*Exercise prompt*: Look in the material below for the line with "M1849,1009L1914,588" and the line with "M1357,1351L1406,1362L1440,1378L1639,1405L2106,1482", then set down exactly those two lines and all lines between, nothing more.

*Material for this exercise*:

------------------------------------------------

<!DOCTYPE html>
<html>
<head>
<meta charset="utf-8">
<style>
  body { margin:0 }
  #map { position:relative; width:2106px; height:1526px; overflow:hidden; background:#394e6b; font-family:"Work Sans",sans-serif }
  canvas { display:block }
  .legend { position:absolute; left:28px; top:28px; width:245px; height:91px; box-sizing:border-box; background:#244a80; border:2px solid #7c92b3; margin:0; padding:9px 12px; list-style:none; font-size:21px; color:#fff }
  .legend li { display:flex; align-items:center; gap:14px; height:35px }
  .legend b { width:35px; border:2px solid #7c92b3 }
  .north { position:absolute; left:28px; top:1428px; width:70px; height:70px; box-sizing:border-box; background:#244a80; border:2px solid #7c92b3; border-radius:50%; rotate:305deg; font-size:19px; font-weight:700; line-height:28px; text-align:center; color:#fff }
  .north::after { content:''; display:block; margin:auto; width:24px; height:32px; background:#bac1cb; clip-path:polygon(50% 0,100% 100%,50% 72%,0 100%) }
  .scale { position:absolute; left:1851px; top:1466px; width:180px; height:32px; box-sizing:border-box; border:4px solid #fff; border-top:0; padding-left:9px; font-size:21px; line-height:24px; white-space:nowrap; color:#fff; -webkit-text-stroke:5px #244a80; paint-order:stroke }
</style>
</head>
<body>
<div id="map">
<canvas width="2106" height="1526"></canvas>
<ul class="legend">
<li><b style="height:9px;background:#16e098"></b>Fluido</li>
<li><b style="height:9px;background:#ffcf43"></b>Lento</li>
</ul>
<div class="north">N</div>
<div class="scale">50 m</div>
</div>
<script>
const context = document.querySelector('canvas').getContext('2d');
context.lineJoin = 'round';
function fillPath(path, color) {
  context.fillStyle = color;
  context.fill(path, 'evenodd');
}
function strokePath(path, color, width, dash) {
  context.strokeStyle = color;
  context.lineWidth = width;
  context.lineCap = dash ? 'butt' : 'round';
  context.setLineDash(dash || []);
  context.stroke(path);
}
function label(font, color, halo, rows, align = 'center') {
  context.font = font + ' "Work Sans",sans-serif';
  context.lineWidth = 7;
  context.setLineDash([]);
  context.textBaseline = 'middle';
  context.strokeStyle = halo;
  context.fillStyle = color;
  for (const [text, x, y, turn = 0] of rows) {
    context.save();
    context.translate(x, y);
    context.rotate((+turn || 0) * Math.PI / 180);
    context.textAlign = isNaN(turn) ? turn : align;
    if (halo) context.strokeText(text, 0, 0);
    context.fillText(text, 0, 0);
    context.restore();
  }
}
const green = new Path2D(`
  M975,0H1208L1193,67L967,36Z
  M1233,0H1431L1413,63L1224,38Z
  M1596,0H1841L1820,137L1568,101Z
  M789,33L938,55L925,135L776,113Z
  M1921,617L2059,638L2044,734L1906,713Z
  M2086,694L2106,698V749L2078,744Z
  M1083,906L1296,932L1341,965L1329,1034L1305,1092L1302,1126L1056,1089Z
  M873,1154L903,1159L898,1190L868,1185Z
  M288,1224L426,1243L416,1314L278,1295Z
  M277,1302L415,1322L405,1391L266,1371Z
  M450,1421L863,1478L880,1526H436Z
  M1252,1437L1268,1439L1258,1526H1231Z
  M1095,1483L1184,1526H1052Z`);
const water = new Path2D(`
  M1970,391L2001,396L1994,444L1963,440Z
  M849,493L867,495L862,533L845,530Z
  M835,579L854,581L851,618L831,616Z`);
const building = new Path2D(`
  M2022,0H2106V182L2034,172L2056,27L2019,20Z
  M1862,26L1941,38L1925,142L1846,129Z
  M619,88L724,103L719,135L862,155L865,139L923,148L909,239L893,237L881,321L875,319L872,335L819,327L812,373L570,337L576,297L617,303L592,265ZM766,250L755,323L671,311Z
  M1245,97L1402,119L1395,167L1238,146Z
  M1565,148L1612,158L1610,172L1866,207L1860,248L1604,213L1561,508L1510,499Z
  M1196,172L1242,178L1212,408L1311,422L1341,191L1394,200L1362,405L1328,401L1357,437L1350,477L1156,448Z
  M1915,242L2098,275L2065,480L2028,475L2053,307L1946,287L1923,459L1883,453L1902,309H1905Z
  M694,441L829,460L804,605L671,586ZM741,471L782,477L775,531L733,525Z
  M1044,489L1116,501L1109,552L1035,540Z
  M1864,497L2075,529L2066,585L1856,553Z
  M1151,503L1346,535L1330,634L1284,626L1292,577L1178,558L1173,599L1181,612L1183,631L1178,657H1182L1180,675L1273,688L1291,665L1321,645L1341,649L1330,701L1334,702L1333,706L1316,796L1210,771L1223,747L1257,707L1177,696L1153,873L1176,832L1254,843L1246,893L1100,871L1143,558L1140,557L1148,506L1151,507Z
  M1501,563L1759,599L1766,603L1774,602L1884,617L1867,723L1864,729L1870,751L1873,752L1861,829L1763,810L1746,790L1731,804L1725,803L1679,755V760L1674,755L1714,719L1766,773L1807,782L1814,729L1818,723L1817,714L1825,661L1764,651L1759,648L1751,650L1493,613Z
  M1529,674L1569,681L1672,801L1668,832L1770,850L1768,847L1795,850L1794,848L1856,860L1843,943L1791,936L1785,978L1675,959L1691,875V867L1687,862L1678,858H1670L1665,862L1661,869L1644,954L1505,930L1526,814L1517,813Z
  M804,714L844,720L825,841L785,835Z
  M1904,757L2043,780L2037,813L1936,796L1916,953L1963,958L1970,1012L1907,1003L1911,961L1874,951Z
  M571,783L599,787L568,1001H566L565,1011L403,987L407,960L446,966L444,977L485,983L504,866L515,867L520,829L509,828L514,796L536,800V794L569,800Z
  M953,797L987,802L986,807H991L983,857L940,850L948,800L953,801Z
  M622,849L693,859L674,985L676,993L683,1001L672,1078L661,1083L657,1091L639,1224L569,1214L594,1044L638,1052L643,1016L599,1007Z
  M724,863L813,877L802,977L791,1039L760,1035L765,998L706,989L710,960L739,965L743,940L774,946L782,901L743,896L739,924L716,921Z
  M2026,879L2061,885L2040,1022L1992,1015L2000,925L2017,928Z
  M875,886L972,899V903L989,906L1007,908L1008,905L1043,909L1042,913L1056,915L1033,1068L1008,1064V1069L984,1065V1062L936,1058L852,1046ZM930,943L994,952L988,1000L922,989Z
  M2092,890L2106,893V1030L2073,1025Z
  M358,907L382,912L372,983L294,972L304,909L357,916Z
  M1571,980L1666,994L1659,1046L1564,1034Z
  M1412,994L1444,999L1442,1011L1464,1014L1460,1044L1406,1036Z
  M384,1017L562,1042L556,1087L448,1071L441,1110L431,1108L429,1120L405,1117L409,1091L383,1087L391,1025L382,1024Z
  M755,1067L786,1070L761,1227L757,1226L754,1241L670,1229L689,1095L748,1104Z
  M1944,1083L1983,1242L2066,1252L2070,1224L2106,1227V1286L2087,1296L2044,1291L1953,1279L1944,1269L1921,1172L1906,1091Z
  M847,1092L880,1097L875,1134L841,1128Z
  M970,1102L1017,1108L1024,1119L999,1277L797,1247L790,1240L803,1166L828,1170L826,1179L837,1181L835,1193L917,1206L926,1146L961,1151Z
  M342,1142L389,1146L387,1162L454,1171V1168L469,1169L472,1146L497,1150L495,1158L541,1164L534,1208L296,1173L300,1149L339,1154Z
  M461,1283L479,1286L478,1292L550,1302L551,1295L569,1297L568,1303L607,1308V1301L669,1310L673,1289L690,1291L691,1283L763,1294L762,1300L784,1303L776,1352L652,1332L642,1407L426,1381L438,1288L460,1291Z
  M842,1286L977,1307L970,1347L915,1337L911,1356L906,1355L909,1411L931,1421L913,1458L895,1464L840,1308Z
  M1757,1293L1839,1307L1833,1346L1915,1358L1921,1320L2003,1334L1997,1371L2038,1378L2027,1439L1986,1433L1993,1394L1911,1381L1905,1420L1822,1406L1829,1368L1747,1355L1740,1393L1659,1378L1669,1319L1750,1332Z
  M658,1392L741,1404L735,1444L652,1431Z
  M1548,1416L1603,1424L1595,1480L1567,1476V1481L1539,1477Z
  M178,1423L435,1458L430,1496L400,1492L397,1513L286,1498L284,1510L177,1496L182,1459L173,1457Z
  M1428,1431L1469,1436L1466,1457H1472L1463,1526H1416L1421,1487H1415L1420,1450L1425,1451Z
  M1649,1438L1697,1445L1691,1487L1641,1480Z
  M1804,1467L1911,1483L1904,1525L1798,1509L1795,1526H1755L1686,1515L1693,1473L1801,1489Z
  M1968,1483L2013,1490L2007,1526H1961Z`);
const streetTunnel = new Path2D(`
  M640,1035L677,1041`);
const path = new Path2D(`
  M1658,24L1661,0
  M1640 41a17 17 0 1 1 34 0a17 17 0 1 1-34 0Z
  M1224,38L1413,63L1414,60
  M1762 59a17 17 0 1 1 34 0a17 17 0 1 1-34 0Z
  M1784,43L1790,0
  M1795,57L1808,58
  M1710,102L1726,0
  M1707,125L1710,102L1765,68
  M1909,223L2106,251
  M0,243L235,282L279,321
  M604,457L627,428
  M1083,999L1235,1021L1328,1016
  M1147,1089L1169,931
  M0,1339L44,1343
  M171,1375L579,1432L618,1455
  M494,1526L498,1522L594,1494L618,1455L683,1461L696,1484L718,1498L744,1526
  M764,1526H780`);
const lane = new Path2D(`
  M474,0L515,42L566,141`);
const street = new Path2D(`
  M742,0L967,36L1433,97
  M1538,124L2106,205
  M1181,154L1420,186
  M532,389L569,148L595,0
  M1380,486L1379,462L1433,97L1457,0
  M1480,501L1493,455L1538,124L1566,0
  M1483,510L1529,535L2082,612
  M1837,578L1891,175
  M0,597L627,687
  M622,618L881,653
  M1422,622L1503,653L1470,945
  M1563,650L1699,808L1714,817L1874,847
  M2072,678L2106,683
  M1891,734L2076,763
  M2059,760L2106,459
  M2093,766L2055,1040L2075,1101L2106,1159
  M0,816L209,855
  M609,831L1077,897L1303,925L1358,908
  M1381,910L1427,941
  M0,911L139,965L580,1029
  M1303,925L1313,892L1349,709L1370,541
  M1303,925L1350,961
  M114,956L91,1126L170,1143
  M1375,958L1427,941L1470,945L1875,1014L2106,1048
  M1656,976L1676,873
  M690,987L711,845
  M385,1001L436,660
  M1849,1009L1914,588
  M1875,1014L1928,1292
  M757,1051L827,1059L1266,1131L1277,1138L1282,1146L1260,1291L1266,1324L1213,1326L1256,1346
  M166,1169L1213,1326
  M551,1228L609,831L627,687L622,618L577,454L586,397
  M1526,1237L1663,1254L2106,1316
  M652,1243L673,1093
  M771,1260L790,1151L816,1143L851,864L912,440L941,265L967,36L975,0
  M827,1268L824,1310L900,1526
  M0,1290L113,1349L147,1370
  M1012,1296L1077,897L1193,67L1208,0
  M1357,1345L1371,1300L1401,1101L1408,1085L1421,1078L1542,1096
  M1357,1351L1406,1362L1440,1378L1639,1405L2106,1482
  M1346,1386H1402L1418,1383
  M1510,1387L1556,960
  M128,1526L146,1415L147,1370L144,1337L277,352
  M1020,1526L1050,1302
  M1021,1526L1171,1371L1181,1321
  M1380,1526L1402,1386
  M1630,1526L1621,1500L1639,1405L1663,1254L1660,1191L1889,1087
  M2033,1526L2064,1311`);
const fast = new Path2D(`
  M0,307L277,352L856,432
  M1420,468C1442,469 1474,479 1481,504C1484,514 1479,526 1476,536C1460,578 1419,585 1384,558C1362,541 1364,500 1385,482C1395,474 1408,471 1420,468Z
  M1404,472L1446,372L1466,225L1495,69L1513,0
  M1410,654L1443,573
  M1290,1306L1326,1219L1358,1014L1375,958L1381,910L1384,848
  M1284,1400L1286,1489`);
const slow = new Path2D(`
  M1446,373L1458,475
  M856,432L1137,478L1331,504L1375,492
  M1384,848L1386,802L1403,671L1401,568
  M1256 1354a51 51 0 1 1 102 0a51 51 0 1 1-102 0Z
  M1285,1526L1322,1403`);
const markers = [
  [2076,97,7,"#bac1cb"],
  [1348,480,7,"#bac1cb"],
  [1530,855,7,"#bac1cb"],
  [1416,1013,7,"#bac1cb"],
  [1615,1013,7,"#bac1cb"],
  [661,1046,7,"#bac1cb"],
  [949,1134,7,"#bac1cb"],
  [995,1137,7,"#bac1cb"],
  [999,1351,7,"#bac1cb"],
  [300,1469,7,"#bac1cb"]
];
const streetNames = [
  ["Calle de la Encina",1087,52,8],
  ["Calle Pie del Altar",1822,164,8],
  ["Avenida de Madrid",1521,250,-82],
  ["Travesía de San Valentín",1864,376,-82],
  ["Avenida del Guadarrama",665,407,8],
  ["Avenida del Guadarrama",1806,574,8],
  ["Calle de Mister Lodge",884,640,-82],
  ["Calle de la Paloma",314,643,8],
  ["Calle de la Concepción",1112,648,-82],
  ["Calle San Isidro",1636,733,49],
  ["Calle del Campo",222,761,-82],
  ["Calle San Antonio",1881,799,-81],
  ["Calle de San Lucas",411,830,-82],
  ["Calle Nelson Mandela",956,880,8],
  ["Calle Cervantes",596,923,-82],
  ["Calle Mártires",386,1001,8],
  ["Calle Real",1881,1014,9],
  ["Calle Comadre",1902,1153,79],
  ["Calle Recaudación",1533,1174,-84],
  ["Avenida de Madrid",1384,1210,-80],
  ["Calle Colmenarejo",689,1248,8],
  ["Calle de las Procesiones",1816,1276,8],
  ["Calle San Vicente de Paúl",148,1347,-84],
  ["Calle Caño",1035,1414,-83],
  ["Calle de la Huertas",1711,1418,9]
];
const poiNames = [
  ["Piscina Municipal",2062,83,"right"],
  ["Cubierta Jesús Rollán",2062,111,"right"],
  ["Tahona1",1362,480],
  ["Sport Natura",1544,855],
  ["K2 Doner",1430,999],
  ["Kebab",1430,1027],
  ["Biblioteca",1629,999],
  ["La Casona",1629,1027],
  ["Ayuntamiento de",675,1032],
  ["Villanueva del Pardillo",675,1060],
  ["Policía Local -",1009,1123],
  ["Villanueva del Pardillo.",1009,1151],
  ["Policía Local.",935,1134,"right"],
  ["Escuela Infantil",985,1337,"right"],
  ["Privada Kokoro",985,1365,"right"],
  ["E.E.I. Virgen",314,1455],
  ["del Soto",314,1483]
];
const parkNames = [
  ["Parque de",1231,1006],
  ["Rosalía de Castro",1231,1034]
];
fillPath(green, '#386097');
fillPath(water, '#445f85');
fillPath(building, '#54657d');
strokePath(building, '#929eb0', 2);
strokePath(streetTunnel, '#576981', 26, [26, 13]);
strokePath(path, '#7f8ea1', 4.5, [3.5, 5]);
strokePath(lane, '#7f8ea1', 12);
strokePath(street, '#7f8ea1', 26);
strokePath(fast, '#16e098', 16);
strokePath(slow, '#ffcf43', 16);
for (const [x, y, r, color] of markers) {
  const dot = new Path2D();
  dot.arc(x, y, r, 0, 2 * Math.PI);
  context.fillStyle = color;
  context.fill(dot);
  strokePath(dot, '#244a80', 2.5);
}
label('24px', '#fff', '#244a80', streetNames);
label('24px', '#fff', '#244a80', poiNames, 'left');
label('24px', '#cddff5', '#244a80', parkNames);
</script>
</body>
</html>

------------------------------------------------

*Result below*:
  M1849,1009L1914,588
  M1875,1014L1928,1292
  M757,1051L827,1059L1266,1131L1277,1138L1282,1146L1260,1291L1266,1324L1213,1326L1256,1346
  M166,1169L1213,1326
  M551,1228L609,831L627,687L622,618L577,454L586,397
  M1526,1237L1663,1254L2106,1316
  M652,1243L673,1093
  M771,1260L790,1151L816,1143L851,864L912,440L941,265L967,36L975,0
  M827,1268L824,1310L900,1526
  M0,1290L113,1349L147,1370
  M1012,1296L1077,897L1193,67L1208,0
  M1357,1345L1371,1300L1401,1101L1408,1085L1421,1078L1542,1096
  M1357,1351L1406,1362L1440,1378L1639,1405L2106,1482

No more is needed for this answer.